Task to complete
Return only the line that contains "Input: one rendered" and each line after it, through the last line of the data below, copied exactly.

(Information shown)

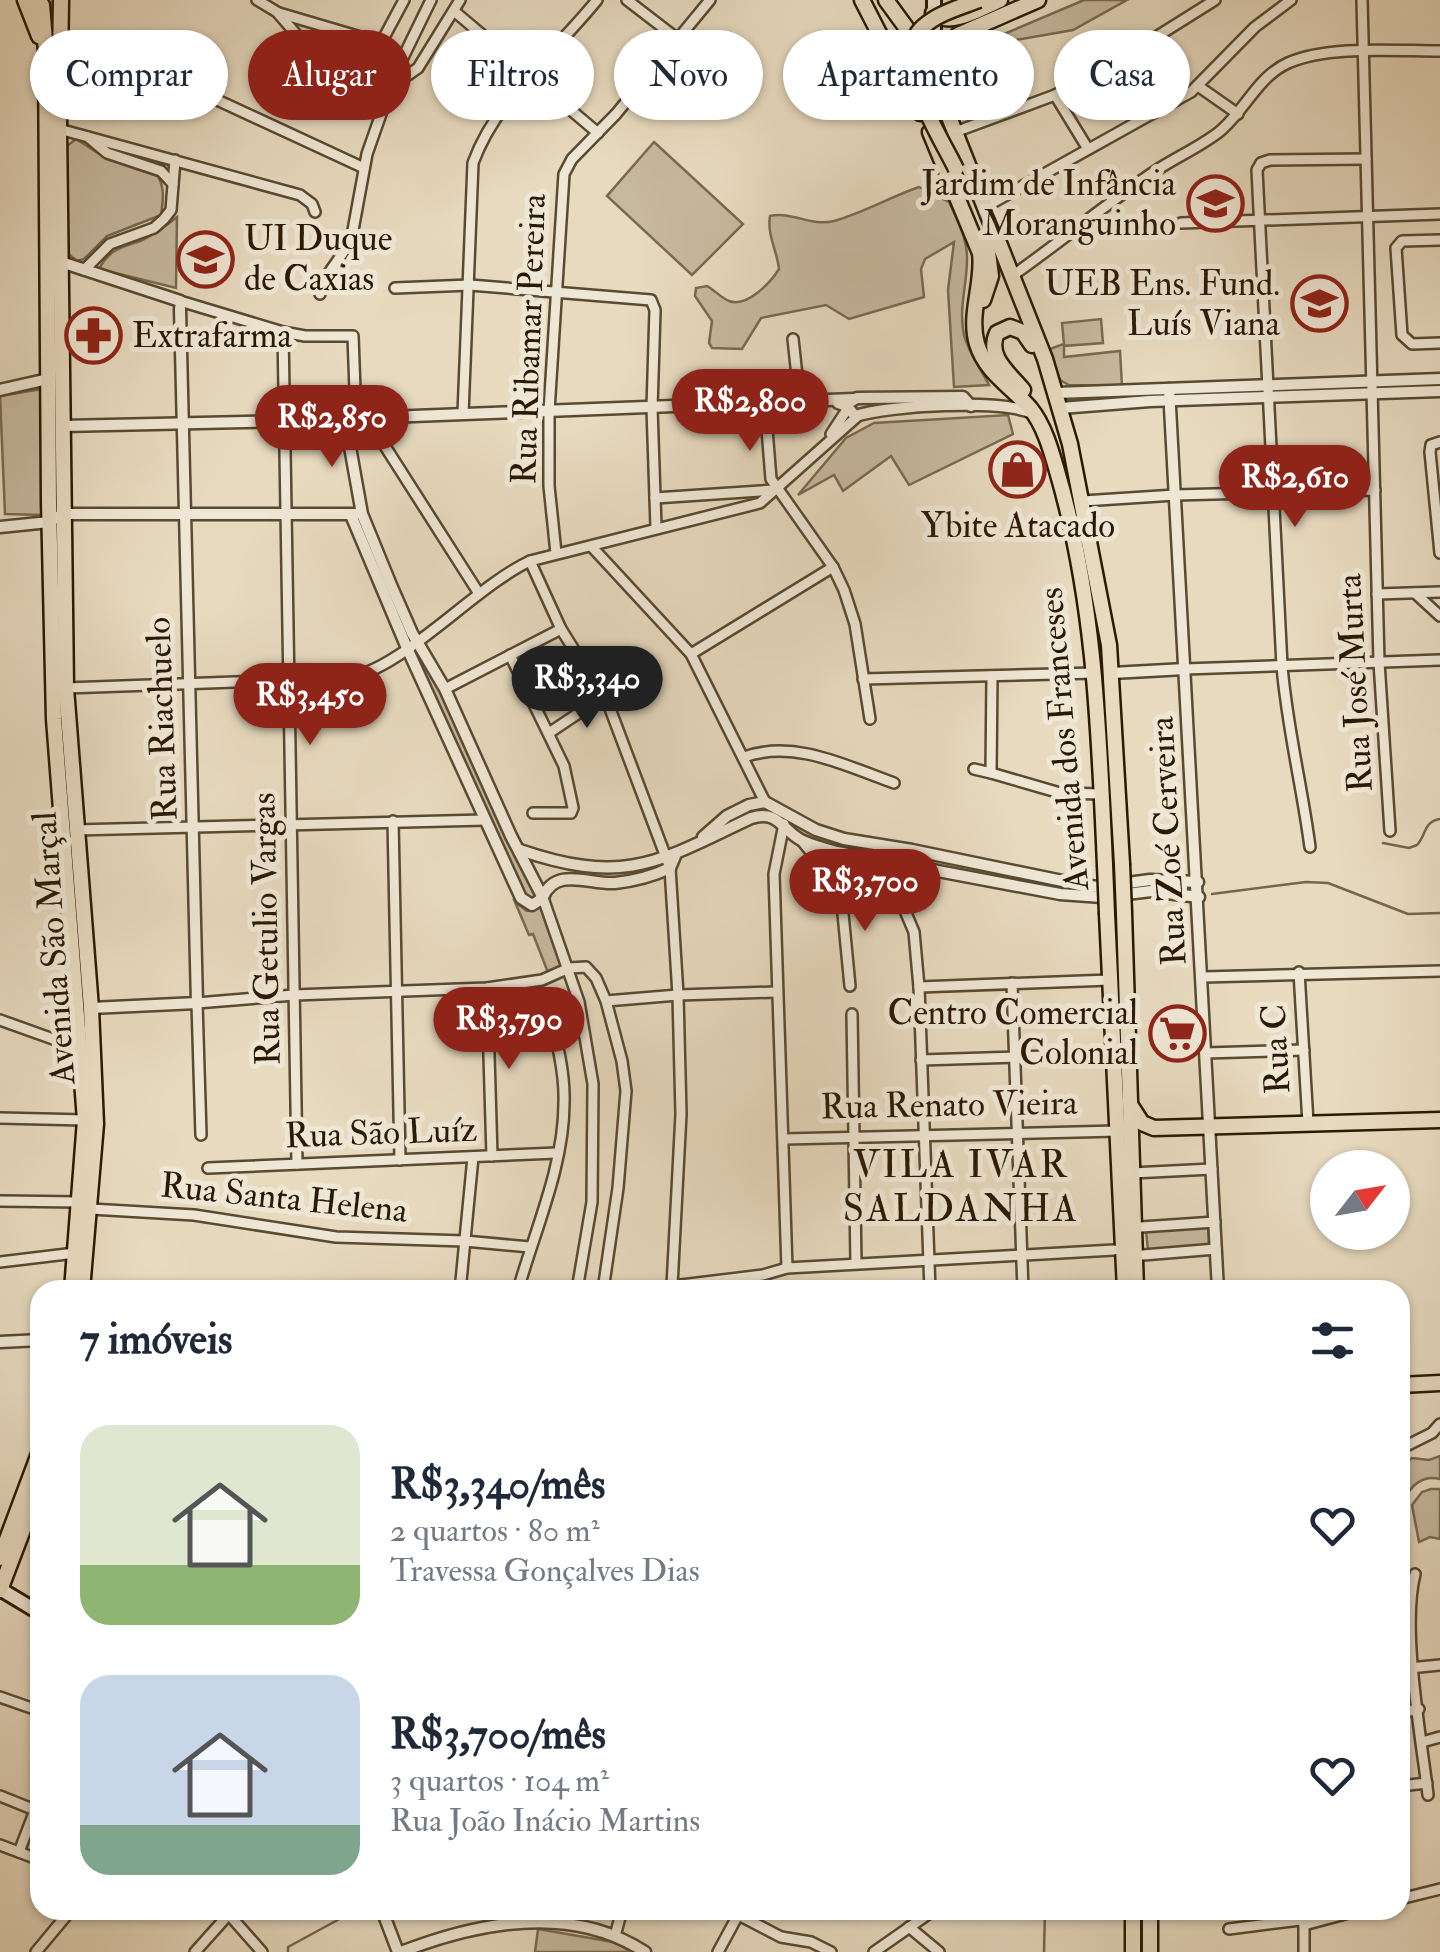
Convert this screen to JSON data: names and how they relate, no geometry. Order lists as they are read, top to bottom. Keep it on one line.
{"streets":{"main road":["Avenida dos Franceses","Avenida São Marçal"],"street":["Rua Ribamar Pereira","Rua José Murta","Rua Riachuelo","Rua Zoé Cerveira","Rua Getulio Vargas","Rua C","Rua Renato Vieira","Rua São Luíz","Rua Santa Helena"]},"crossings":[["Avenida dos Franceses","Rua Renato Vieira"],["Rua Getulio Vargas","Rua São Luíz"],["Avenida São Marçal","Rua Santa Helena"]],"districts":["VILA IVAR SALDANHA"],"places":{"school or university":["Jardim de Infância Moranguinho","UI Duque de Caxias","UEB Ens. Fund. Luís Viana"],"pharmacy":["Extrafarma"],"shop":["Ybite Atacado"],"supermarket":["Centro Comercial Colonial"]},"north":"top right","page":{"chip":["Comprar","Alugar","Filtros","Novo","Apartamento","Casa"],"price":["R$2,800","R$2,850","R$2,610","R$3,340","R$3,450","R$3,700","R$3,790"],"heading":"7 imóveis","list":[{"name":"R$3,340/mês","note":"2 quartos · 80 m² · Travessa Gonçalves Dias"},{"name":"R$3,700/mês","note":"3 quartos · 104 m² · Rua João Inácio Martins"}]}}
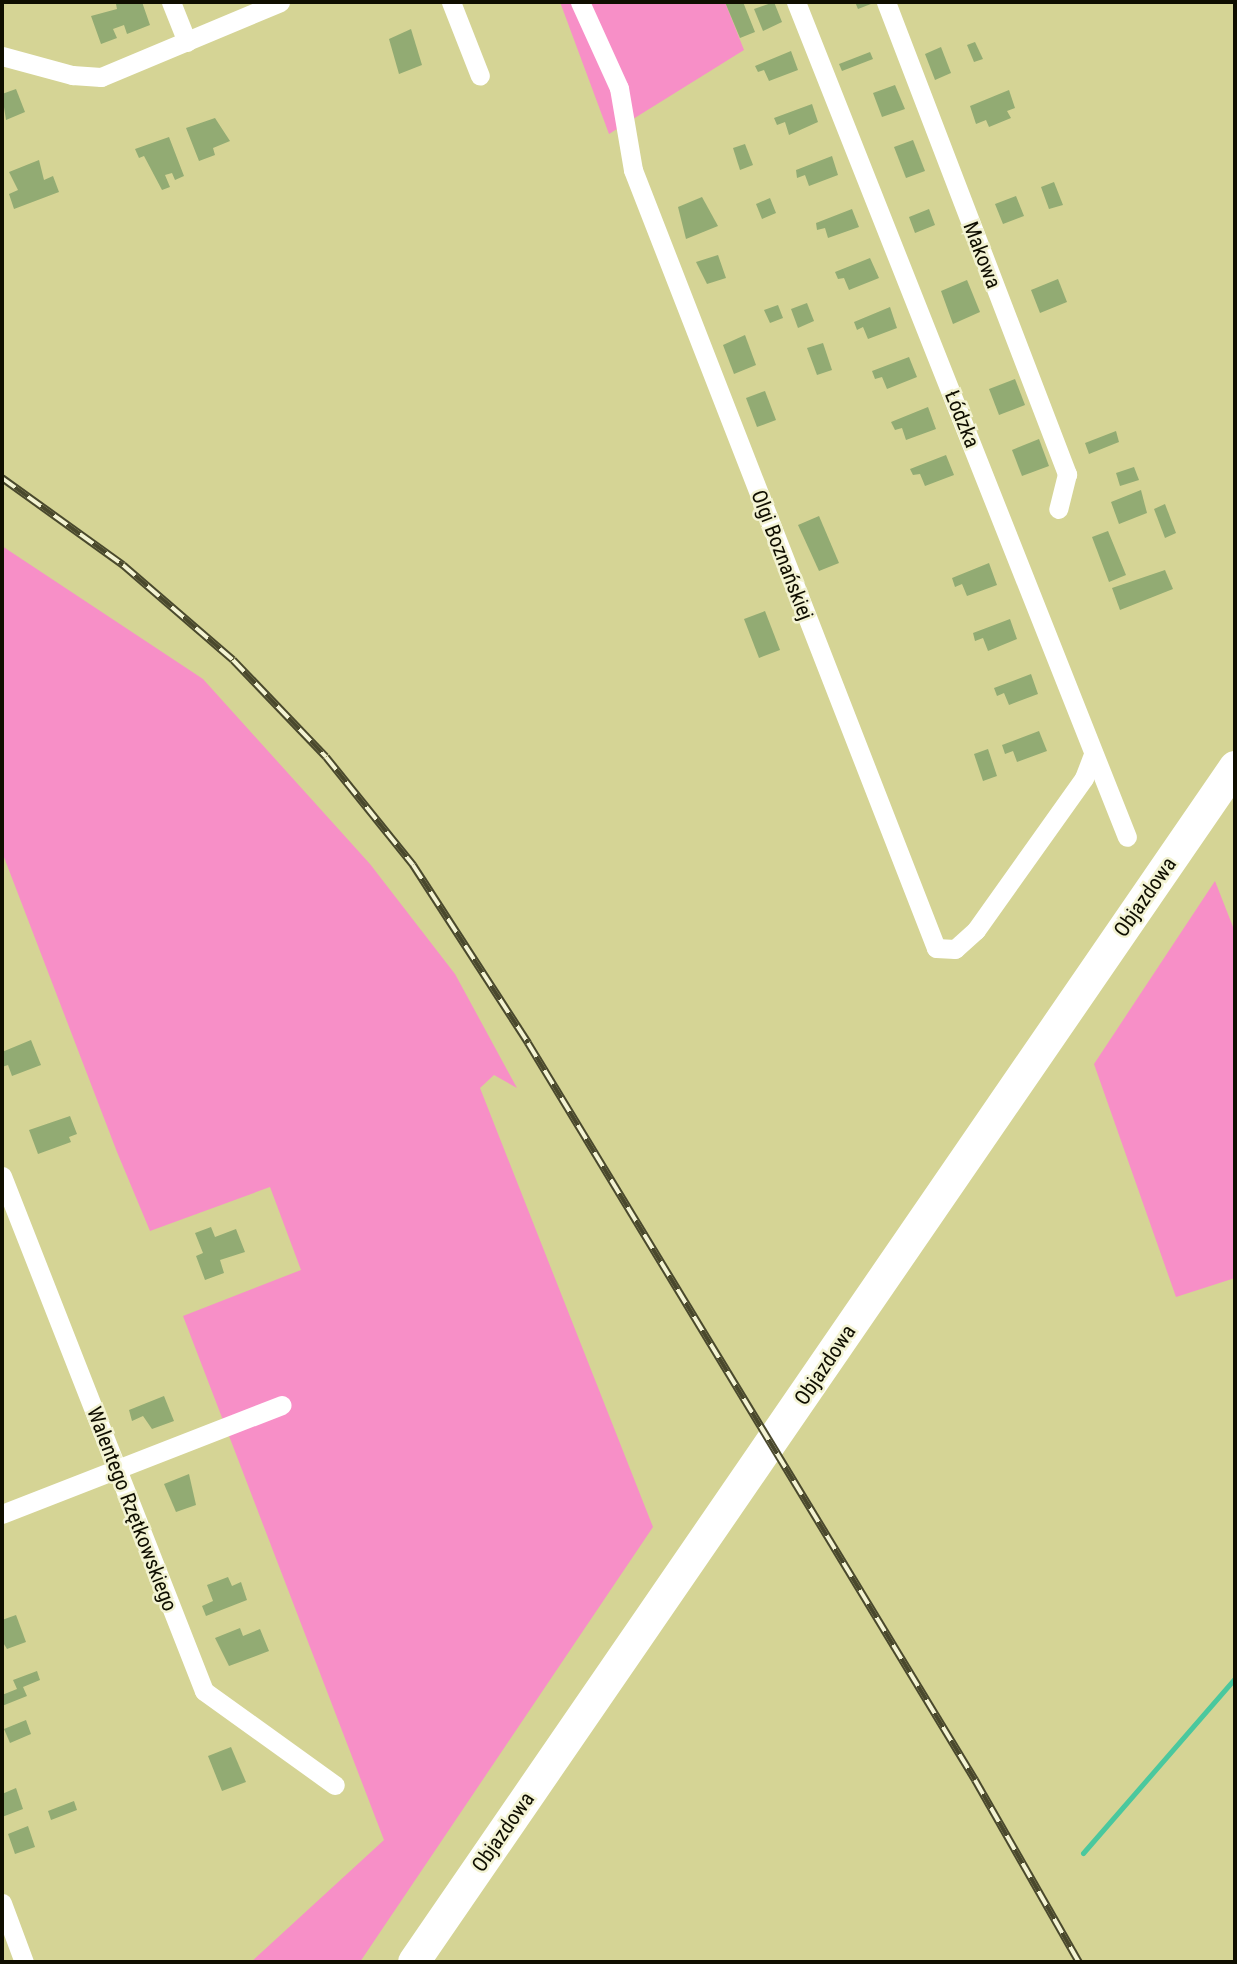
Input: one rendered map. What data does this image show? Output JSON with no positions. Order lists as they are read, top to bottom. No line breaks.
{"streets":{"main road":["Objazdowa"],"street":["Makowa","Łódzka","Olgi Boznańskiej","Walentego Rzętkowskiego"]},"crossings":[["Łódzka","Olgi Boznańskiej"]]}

(End Information shown)

Answer box
Input: one rendered map. What data does this image show? Output JSON with no positions. Order lists as they are read, top to bottom. No line breaks.
{"streets":{"main road":["Objazdowa"],"street":["Makowa","Łódzka","Olgi Boznańskiej","Walentego Rzętkowskiego"]},"crossings":[["Łódzka","Olgi Boznańskiej"]]}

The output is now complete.